あいつも、あの男の前じゃブリッコなのかな。
パフェを美味しそうに食べるのかな。
俺を睨みつけて低い声で追い払おうとしたあいつは、
あの男の前では声を高く、目を丸くして媚びるのかな…。
―――『翔?』
代表がテーブルを軽く叩いた音と共にはっとした。
『どした?ずっと上の空だよ、今日。
何かあったんなら言えよ。
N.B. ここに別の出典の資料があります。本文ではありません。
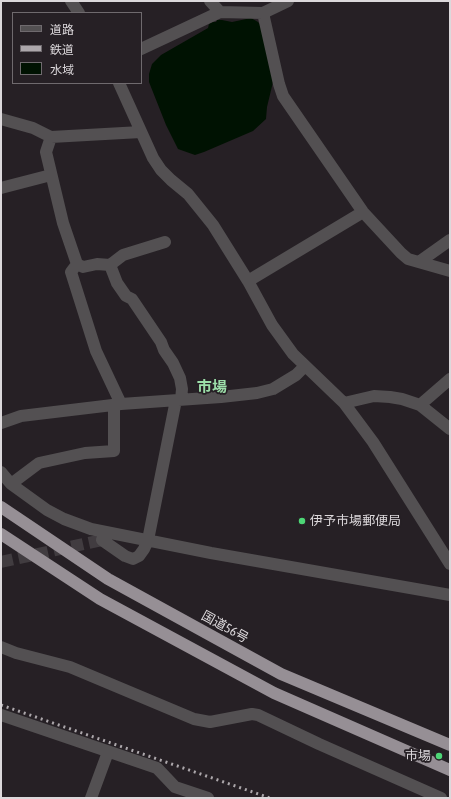 <!DOCTYPE html>
<meta charset="utf-8">
<style>
body{margin:0}
#map{position:relative;width:451px;height:799px;overflow:hidden;background:#262025;font-family:"Asap Condensed","Noto Sans JP",sans-serif}
canvas{display:block}
.frame{position:absolute;inset:0;border:2px solid #dcd8db;pointer-events:none}
.legend{position:absolute;left:12px;top:12px;width:130px;height:72px;box-sizing:border-box;background:#262025;border:1px solid #6f6a6e;margin:0;padding:5px 7px;list-style:none;font-size:12px;color:#dcd8db}
.legend li{display:flex;align-items:center;gap:8px;height:20px}
.legend b{width:20px;border:1px solid #6f6a6e}
</style>
<div id="map">
<canvas width="451" height="799"></canvas>
<div class="frame"></div>
<ul class="legend">
<li><b style="height:5px;background:#535052"></b>道路</li>
<li><b style="height:5px;background:#aca7ab"></b>鉄道</li>
<li><b style="height:11px;background:#001202"></b>水域</li>
</ul>
</div>
<script>
const ctx = document.querySelector('canvas').getContext('2d');
ctx.lineJoin = 'round';
function fillPath(path, color) {
  ctx.fillStyle = color;
  ctx.fill(path, 'evenodd');
}
function shape(rows) {
  const path = new Path2D();
  for (const r of rows) {
    path.moveTo(r[0], r[1]);
    for (let i = 2; i < r.length; i += 2) path.lineTo(r[i], r[i + 1]);
  }
  return path;
}
function trace(path, color, width, dash) {
  ctx.strokeStyle = color;
  ctx.lineWidth = width;
  ctx.lineCap = dash ? 'butt' : 'round';
  ctx.setLineDash(dash || []);
  ctx.stroke(path);
}
function write(font, color, halo, rows, align = 'center') {
  ctx.font = font + ' "Asap Condensed","Noto Sans JP",sans-serif';
  ctx.lineWidth = 3.5;
  ctx.setLineDash([]);
  ctx.textBaseline = 'middle';
  ctx.strokeStyle = halo;
  ctx.fillStyle = color;
  for (const [text, x, y, turn = 0] of rows) {
    ctx.save();
    ctx.translate(x, y);
    ctx.rotate((+turn || 0) * Math.PI / 180);
    ctx.textAlign = isNaN(turn) ? turn : align;
    if (halo) ctx.strokeText(text, 0, 0);
    ctx.fillText(text, 0, 0);
    ctx.restore();
  }
}
const water = shape([
 [251,18,258,22,262,27,273,82,267,107,266,119,253,131,204,152,195,155,178,149,166,125,149,82,149,74,152,64,161,55,208,28,209,24,212,22,216,22,217,20,222,20,232,22]
]);
const minorTunnel = shape([
 [1,562,102,540]
]);
const minor = shape([
 [71,1,79,13],
 [210,1,220,12],
 [263,13,279,84,283,96,363,212,401,253,408,259,450,271],
 [141,49,220,12,263,13,288,1],
 [119,83,153,158,161,170,171,180,188,194,213,225,248,281,272,325,293,354,344,403,373,442,450,564],
 [1,119,33,128,51,137,141,132],
 [51,137,46,152,63,223,77,264,71,272,96,351,121,404],
 [1,188,51,175],
 [419,262,450,240],
 [77,264,83,267,97,264,110,265,123,255,165,242],
 [110,265,117,283,126,296,132,299,161,342,164,350,173,363,180,378,182,389,181,400],
 [248,281,363,212],
 [344,403,374,396,390,397,402,399,420,405,450,429],
 [420,405,450,379],
 [1,423,21,416,121,404,221,397,257,393,273,389,296,375,305,366],
 [1,472,11,484,47,510,64,519,91,529,211,553,450,595],
 [11,484,39,463,85,453,114,451,114,405],
 [102,540,125,556,133,559,139,556,144,549,148,540,176,400],
 [1,647,16,653,70,667,194,719,210,722,252,714,258,715,319,744,441,798],
 [1,715,157,768,175,787,208,798],
 [91,798,108,752]
]);
const highway = shape([
 [1,507,108,579,281,674,450,745],
 [1,534,100,599,274,693,450,770]
]);
const rail = shape([
 [1,705,270,798]
]);
const markers = [
 [302,521,4,"#4dd676"],
 [439,756,4,"#4dd676"]
];
const poiNames = [
 ["伊予市場郵便局",310,521],
 ["市場",431,756,"right"]
];
const streetNames = [
 ["国道56号",225,627,29]
];
const quarterNames = [
 ["市場",212,387]
];
fillPath(water, '#001202');
trace(minorTunnel, '#413c40', 12, [12, 6]);
trace(minor, '#535052', 12);
trace(highway, '#968f95', 12);
trace(rail, '#aca7ab', 3, [2, 4]);
for (const [x, y, r, color] of markers) {
  const dot = new Path2D();
  dot.arc(x, y, r, 0, 2 * Math.PI);
  ctx.fillStyle = color;
  ctx.fill(dot);
  trace(dot, '#262025', 1.5);
}
write('13px', '#dcd8db', '#262025', poiNames, 'left');
write('13px', '#dcd8db', '#262025', streetNames);
write('bold 15px', '#9cdea9', '#262025', quarterNames);
</script>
』
詳しい事は知らないが、
この業界歴も長いであろう代表に一つ質問をしてみた。
『あの…代表って今までに女を殴ったことあります?』
『…………え?急にどうしたんだよ。
女は殴るものじゃないだろ。
愛して育てるものだろ?』
代表の甘い言葉を聞いて、まるで自分が言われたかのような気分になる俺に
『好きな子でもできたか?』
代表が言ったと同時に、俺の心臓あたりが痛んだ。
え…俺好きなのか?
……いや、まだそういうんじゃない。
『いや、まだ……』
『恋愛は禁止だから。』
―――――は?
唖然とする俺に代表は
『翔にはそんな暇ないはずだよ。